**Exercise:** Only lines with the word "انتظامی" belong in the answer; copy them from the records below.

(Beginning of Data provided)

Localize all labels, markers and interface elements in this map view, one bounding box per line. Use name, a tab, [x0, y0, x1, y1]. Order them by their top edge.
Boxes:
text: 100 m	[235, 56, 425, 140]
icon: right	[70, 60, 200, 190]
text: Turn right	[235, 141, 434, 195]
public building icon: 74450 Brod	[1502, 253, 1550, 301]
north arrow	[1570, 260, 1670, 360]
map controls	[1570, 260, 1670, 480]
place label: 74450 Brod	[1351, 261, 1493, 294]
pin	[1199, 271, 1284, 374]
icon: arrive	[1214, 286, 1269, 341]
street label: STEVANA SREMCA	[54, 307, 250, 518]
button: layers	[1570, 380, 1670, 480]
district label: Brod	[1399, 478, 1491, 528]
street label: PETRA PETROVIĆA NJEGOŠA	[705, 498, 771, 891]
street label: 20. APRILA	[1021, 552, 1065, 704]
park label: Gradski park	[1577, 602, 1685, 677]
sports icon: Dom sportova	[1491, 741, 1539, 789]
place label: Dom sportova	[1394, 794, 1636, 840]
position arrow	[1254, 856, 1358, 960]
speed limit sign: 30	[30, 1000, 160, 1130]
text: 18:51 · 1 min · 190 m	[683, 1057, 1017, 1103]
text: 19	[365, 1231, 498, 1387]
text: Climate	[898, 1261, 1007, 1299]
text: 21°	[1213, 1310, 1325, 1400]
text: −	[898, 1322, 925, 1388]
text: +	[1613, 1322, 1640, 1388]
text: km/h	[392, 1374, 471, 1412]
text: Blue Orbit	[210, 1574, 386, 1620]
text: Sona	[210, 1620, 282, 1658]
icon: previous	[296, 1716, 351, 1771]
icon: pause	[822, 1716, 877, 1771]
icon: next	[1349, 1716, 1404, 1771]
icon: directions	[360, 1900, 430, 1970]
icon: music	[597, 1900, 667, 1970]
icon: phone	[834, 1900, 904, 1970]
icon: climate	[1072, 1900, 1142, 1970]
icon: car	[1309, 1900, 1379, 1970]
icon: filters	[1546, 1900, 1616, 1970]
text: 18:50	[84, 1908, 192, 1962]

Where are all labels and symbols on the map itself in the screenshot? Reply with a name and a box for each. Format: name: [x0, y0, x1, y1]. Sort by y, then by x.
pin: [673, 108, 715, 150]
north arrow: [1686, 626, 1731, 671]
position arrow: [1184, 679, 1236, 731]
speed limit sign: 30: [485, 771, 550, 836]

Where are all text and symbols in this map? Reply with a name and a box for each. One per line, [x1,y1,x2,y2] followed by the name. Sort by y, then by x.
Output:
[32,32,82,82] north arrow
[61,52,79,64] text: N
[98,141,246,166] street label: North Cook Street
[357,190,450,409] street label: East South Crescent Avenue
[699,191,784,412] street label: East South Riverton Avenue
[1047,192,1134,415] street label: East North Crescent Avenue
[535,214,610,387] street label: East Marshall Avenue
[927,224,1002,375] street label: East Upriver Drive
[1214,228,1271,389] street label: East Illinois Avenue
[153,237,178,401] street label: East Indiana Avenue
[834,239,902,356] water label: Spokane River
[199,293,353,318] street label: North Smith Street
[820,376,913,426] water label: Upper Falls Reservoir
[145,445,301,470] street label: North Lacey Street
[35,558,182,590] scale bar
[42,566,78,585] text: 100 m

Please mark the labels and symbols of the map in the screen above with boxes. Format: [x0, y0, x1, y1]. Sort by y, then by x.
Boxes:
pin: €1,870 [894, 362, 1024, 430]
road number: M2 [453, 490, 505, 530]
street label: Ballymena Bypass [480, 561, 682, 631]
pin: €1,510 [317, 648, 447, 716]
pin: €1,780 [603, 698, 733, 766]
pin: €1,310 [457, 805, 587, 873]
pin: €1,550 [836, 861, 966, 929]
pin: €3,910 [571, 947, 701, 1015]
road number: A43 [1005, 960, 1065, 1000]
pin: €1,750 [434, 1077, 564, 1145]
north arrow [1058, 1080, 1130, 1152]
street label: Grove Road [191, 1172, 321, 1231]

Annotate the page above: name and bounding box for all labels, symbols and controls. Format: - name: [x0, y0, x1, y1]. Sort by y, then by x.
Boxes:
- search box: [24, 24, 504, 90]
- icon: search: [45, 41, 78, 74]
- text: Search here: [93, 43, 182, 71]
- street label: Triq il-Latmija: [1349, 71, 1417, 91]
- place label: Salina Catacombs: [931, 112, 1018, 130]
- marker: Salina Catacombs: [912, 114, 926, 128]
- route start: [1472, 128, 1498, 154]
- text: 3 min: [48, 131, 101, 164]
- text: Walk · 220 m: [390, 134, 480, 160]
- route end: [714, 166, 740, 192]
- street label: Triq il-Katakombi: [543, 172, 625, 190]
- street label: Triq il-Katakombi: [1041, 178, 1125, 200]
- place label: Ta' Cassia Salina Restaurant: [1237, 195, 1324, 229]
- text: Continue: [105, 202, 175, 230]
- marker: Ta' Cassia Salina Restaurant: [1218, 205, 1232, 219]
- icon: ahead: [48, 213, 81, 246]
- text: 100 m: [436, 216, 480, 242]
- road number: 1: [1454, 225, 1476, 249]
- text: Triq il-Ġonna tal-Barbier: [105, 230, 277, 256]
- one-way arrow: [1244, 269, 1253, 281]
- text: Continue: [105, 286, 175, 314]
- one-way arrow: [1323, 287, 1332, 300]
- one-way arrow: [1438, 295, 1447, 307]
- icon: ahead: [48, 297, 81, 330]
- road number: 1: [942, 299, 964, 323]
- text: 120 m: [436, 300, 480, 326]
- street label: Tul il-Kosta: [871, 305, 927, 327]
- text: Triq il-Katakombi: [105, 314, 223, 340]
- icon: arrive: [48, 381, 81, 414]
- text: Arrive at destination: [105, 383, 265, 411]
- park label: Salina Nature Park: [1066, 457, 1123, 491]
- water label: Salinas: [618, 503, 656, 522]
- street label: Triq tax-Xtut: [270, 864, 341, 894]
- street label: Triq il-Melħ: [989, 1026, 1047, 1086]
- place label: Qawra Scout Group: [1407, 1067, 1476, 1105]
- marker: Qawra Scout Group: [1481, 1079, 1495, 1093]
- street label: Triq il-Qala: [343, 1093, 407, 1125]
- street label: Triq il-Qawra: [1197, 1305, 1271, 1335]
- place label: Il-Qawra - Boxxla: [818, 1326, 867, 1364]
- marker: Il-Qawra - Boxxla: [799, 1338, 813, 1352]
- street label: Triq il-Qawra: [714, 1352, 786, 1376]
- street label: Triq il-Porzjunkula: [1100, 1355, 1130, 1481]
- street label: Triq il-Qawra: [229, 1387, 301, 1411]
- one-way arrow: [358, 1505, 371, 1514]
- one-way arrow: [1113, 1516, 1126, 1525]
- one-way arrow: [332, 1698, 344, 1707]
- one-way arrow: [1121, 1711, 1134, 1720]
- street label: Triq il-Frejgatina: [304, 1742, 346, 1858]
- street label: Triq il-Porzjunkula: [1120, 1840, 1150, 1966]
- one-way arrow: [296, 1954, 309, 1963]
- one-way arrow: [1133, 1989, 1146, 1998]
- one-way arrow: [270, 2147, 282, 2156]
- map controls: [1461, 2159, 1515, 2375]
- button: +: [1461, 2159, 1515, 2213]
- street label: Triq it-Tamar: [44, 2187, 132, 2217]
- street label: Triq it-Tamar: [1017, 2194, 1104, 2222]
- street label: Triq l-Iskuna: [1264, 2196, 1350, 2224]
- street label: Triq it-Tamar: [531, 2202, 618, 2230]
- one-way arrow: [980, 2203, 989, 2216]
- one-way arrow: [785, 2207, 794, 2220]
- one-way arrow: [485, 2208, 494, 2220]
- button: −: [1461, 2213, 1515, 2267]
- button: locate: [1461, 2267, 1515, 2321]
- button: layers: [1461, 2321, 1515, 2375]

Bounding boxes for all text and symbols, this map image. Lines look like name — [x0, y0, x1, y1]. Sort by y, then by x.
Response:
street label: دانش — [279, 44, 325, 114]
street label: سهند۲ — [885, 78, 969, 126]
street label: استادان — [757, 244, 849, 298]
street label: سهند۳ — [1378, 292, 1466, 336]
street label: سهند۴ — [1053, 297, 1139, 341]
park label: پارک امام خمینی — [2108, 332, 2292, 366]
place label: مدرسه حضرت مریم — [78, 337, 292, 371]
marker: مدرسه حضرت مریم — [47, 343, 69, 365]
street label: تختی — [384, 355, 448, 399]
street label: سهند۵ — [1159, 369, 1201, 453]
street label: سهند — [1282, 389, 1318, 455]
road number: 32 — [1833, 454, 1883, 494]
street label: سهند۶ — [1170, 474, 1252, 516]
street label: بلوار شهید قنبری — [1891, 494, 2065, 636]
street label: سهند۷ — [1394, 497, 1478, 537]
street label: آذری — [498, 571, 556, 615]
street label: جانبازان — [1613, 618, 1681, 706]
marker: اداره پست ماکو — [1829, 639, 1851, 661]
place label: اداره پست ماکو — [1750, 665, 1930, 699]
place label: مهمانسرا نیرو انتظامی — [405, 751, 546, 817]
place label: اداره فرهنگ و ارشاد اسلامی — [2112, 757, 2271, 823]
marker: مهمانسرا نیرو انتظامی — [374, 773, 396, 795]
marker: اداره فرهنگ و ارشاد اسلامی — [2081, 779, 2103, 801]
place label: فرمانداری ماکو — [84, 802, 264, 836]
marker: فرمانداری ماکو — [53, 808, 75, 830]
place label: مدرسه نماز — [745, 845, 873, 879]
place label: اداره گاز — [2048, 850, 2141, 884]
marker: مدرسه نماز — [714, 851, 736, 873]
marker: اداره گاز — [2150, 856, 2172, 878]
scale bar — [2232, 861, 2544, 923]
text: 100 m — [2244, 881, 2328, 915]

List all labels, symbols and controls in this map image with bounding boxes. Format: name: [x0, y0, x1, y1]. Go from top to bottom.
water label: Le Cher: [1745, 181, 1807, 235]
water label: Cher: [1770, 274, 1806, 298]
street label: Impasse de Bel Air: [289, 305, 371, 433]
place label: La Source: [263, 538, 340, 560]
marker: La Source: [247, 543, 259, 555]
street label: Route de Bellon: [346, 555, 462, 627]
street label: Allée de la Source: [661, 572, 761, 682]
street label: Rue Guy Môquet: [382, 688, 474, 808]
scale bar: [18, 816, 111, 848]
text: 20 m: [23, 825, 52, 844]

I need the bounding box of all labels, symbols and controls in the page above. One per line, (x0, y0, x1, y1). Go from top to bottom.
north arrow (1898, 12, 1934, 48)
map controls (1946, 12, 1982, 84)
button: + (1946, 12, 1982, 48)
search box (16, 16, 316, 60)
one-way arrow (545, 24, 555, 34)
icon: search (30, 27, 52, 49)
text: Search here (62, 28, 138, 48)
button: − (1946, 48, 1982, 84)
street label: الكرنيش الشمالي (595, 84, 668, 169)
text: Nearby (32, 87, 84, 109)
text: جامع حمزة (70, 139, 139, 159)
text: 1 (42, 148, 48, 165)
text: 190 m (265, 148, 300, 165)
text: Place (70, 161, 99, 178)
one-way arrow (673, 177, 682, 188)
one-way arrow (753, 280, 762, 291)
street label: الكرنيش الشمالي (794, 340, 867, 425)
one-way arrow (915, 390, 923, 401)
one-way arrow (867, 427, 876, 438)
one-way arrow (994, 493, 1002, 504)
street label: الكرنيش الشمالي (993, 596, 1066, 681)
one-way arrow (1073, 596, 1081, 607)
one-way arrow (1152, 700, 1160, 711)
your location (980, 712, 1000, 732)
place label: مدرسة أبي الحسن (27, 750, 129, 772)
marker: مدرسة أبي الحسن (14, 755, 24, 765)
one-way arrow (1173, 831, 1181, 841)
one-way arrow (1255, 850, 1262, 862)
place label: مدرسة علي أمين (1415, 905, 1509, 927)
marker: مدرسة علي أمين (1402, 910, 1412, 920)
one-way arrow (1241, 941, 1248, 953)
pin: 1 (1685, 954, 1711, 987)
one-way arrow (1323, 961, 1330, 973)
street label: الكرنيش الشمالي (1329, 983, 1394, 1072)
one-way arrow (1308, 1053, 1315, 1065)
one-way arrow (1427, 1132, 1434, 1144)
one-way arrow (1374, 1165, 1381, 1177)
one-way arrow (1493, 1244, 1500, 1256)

(End of Data provided)

**Response to the exercise:**
place label: مهمانسرا نیرو انتظامی — [405, 751, 546, 817]
marker: مهمانسرا نیرو انتظامی — [374, 773, 396, 795]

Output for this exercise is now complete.